Back in the Spring, the lack of clarity on application of the HPID requirement to self-funded group health plans and issues with the CMS portal led us to the conclusion that plan sponsors were better off waiting until the Fall before filing for an HPID. Yet, as the November 5, 2014 deadline approached with no further guidance in sight, it seemed as if plan sponsors needed to get moving on their HPID application given the time consuming nature of the process and potential for technical failures if the CMS portal became overwhelmed in the final weeks prior to the deadline. Then, last Friday, Halloween, and mere days before the deadline, CMS quietly and without fanfare announced on its website, a delay, until further notice, in its enforcement of the regulations on obtaining and using the HPIDs in HIPAA transactions. As usual, those who procrastinated get the benefit of the delay.

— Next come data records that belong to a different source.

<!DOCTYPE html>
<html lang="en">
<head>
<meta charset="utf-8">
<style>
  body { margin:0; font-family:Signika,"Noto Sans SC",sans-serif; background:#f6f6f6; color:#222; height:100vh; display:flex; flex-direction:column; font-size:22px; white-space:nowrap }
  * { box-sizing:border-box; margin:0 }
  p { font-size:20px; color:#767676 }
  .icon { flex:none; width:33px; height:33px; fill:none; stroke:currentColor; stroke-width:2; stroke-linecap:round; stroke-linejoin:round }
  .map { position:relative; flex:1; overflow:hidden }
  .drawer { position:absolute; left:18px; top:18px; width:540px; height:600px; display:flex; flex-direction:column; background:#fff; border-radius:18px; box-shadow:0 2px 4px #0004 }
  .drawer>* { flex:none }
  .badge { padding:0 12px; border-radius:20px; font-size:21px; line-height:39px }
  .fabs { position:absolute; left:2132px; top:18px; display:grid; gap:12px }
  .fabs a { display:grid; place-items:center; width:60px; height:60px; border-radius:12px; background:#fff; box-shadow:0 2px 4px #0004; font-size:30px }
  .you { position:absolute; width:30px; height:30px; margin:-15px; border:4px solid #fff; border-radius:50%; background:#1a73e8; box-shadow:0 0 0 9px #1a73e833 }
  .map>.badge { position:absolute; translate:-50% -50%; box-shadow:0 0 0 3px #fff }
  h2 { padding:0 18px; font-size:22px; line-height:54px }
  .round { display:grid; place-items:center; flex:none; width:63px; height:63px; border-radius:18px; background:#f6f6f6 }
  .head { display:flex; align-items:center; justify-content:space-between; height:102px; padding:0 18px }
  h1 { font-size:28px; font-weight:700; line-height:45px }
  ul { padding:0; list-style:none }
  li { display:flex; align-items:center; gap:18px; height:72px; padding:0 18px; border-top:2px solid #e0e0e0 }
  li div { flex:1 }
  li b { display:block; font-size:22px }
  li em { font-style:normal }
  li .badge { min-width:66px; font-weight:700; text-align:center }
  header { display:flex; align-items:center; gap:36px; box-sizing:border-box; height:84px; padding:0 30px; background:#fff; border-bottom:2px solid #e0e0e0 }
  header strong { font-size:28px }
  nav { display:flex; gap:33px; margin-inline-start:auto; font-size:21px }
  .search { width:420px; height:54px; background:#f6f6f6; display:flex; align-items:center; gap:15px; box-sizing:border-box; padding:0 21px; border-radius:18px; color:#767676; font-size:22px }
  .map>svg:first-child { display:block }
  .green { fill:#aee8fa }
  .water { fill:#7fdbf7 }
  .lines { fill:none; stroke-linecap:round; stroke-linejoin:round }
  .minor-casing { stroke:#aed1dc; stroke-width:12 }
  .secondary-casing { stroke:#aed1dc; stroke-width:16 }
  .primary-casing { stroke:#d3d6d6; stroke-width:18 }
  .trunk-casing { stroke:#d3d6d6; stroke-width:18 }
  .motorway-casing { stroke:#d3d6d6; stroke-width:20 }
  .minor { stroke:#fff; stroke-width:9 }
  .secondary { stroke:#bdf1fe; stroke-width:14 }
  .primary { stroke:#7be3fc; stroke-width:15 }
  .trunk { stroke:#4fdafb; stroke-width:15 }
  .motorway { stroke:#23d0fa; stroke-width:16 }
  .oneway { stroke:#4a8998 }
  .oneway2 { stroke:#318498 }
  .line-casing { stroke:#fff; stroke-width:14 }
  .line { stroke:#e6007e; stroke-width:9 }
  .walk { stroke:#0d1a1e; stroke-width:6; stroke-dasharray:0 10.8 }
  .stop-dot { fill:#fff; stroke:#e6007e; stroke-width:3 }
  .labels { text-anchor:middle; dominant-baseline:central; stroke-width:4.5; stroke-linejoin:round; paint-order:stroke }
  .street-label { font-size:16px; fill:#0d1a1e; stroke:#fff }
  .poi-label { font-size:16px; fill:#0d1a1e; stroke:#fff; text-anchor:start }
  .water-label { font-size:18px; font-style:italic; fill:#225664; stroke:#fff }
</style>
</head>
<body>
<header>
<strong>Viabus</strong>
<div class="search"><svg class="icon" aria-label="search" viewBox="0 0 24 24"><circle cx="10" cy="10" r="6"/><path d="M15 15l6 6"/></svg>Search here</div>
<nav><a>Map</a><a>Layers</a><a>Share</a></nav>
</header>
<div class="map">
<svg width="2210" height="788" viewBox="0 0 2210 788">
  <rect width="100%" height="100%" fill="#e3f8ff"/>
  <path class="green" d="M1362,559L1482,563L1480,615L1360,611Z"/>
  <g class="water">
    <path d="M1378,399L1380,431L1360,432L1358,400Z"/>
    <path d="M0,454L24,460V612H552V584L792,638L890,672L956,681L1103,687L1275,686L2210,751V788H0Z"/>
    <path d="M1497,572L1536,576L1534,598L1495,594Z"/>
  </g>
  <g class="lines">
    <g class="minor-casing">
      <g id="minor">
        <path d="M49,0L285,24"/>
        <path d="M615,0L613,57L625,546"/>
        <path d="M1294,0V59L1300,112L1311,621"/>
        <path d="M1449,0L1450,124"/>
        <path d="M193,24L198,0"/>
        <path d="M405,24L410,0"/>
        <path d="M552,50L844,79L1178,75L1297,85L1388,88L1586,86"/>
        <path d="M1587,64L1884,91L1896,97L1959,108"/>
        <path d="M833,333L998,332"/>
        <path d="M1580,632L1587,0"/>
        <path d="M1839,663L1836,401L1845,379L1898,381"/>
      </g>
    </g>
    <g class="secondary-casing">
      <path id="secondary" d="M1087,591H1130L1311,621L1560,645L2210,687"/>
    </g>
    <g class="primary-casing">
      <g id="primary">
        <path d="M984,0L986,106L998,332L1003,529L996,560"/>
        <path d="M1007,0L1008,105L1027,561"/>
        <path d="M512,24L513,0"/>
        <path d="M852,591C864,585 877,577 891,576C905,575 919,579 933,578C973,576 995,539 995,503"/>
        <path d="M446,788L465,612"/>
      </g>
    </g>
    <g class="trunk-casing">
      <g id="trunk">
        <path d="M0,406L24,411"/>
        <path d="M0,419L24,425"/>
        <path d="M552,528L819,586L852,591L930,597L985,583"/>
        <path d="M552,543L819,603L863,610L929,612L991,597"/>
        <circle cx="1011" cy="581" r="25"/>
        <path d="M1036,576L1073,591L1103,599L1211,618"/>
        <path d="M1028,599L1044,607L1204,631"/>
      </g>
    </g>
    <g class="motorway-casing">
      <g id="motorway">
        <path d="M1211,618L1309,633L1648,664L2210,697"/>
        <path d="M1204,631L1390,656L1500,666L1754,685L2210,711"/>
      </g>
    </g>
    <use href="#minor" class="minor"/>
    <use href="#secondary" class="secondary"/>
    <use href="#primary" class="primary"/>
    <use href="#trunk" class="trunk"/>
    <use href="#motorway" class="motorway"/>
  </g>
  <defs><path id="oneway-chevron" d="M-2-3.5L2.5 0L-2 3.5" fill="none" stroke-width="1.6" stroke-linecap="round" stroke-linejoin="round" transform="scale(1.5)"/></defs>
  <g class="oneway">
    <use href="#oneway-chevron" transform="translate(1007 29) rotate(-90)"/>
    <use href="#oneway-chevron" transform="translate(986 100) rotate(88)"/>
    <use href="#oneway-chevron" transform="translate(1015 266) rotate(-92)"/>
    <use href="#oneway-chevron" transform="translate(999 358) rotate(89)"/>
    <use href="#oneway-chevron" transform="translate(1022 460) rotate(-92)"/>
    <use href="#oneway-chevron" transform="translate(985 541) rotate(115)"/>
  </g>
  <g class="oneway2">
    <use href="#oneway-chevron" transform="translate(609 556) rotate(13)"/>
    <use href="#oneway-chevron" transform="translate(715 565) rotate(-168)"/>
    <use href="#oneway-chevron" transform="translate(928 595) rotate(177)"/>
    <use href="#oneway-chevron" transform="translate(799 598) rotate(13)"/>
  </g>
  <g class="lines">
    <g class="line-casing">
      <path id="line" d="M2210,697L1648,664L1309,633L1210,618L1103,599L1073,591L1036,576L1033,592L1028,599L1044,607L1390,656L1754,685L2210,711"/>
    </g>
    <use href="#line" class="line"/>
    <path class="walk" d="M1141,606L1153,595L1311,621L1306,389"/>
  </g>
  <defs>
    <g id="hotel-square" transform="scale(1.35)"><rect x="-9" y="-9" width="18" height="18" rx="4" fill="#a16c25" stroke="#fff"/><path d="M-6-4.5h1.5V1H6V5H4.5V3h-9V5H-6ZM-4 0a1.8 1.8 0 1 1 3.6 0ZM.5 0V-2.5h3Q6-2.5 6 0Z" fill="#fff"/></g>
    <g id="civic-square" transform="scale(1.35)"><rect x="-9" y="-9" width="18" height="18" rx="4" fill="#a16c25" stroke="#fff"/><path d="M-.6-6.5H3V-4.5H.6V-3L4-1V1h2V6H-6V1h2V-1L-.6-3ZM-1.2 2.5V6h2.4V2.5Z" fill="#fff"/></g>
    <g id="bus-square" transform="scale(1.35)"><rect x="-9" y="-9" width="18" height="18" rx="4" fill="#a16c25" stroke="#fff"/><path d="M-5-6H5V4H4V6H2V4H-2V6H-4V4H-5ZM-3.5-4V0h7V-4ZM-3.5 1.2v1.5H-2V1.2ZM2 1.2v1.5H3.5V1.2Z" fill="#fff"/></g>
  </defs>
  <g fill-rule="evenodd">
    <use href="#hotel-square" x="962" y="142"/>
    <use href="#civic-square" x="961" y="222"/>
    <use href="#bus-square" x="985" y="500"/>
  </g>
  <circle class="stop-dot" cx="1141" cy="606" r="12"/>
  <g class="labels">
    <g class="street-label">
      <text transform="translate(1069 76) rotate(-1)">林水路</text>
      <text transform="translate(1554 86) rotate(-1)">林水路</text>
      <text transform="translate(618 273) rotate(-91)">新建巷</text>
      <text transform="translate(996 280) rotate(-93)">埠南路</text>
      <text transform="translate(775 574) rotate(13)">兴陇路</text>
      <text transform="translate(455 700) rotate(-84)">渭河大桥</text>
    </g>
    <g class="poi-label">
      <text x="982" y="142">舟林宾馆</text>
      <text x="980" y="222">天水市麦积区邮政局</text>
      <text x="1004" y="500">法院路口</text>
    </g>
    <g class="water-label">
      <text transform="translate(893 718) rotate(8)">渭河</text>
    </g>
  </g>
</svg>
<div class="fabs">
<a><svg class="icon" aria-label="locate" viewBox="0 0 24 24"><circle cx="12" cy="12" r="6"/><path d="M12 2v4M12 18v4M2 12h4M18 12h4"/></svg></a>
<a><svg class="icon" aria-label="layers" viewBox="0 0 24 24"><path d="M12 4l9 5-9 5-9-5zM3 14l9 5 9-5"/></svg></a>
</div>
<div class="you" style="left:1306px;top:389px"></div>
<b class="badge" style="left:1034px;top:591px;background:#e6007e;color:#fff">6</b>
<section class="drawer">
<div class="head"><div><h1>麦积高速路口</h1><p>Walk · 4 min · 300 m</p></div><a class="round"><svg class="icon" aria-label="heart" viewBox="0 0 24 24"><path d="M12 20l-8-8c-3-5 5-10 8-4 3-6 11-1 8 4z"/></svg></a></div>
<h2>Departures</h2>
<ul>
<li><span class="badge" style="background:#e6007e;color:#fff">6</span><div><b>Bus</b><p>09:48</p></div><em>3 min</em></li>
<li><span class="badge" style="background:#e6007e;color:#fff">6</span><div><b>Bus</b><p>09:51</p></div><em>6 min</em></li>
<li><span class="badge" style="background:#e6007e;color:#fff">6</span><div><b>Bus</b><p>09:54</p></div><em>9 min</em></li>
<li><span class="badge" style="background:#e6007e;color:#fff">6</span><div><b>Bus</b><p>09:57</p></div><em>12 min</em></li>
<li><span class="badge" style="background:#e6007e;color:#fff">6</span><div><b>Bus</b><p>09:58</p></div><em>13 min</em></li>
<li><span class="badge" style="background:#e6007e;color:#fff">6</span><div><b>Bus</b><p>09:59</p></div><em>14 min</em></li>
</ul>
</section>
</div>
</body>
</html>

Plan sponsors who have secured an HPID should sit tight. Although there is no need to employ the use of the HPID at this time, CMS technically has not rescinded the requirement; but rather, has simply announced an enforcement delay. Of course, the duration of the delay remains to be seen. And for those entities who just hadn’t gotten around to securing an HPID – or who had technical difficulties in securing one (we heard this was tough) – you too can sit tight. Not a trick – this is a bit of a treat for the time being.